The Interrupt Control register has not be defined yet at this point in
the spec. Maybe you can rearrange this or include a reference to the
section on the Interrupt Control register.

I can add a reference.


This enables automatic interrupt throttling when
re-enabling shall be performed by a scheduled unprivileged instance
on the user side.

This last sentence is hard to parse.

I guess the flow is:

1. Guest sets Interrupt Control Bit 0 to 1 to enable interrupts from a
    peer.
2. Peer writes doorbell and the hypervisor clears Interrupt Control Bit
    0 and raises the interrupt.
3. The guest's interrupt handler is scheduled at a later point in time.
    If any additional doorbell writes occur then will not result in
    additional interrupts until the guest sets Interrupt Control again.

Right, that is the behavior. The reasoning is in the second half of my short explanation: We want to use for setups like UIO, where the final consumer is an unprivileged application. That applicaiton shall not be able to cause incoming interrupts at a rate higher than its own schedule. And that is achieved by forcing it to re-enable IRQs (via directly mapped MMIO regs) when it actually runs again.


Does this mean the peer still takes a vmexit writing to the doorbell
register but the hypervisor ignores the write?

Yes, this is no optimization for kick-related vmexits. I would consider that an application-level thing, doable - like in virtio - via protocol-specific fields in the shared memory.


VIRTIO exposes whether notifications are desired in shared memory. That
way the peer can skip the doorbell write entirely (saving a vmexit).
This is a fast approach for software device implementations (slow for
hardware implementations because they would need to do a DMA read).

Which if fine and should actually work as-is when mapping virtio over ivshmem. Other ivshmem protocols may implement their own peer-to-peer hints for skipping kicks.



An IVSHMEM device may not support a relocatable shared memory region.
This support the hypervisor in locking down the guest-to-host address

Maybe better: "This allows the hypervisor to lock down..."

mapping and simplifies the runtime logic. In such a case, BAR 2 must
not be implemented by the hypervisor. Instead, the Base Address
register has to be implemented to report the location of the shared
memory region in the user's address space.

This paragraph is confusing. There seem to be two concepts:

1. Relocatable memory. Placing shared memory at a fixed addresses
    eliminates the need for address translation.

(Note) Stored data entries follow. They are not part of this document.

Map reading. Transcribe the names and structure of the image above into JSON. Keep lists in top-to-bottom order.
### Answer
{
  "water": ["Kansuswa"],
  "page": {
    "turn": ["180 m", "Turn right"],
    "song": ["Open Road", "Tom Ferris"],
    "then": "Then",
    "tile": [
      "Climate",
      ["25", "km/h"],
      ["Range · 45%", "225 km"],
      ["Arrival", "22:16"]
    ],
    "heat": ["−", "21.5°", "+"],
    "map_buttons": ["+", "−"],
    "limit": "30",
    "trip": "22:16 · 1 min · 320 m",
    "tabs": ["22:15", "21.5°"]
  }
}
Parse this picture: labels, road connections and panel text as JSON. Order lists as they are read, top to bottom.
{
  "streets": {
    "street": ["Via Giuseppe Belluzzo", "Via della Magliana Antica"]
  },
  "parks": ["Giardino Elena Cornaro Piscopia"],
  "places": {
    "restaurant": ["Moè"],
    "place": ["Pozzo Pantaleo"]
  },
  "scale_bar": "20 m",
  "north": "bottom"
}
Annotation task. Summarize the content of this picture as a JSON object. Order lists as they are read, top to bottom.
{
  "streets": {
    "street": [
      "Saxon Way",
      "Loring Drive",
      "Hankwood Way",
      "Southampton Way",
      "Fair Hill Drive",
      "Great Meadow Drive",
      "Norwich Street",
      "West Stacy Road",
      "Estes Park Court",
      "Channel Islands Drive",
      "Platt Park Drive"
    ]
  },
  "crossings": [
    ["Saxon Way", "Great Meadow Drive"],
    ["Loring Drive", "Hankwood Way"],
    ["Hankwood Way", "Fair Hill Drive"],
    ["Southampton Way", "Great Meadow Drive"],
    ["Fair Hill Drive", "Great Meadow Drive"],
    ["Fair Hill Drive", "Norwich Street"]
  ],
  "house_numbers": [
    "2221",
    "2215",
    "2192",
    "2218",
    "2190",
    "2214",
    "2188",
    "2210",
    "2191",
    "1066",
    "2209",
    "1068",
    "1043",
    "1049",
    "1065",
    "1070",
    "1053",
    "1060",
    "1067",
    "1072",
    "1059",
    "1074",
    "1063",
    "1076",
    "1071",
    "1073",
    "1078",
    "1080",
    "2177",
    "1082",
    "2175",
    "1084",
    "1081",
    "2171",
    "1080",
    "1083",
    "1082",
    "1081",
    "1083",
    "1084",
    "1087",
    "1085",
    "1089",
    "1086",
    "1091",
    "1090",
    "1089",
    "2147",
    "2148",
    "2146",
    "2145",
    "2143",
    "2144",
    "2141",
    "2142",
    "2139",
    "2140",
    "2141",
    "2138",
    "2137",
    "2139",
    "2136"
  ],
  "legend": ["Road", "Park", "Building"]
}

But this seems like a
    security issue if a peer can make me access an arbitrary address, why
    not just use relative addresses from the start of the shared memory
    region?

The interpretation of addresses in the shared memory is completely up to the protocol used on top of ivshmem, thus is out of scope for this spec. The protocol may use relative addresses or some other basis. If fact, it should use relative addresses because this ivshmem spec does not provide means to tell all peers if they see the shared memory at the same guest physical base addresses.


2. Location of shared memory. BAR 2 is a regular PCI bar and the memory
    is located on the device. In the non-BAR 2 case I think the spec says
    the shared memory is located in guest RAM instead?

Maybe we should clarify the second aspect: If shared memory is described via the side-channel, it is still a resource separate from guest RAM. That is at least how Jailhouse implements it, and I do not see a use case yet for doing it differently.


A non-existing shared memory section has to report zero in its
Section Size register.

#### MSI-X Capability (ID 11h)

On platforms supporting MSI-X, IVSHMEM has to provide interrupt
delivery via this mechanism. In that case, the MSI-X capability is
present while the legacy INTx delivery mechanism is not available,
and the Interrupt Pin configuration register returns 0.

The IVSHMEM device has no notion of pending interrupts. Therefore,
reading from the MSI-X Pending Bit Array will always return 0. Users
of the IVSHMEM device are instead expected to derive the event state
from protocol-specific information kept in the shared memory. This
approach is significantly faster, and the complexity of
register-based status tracking can be avoided.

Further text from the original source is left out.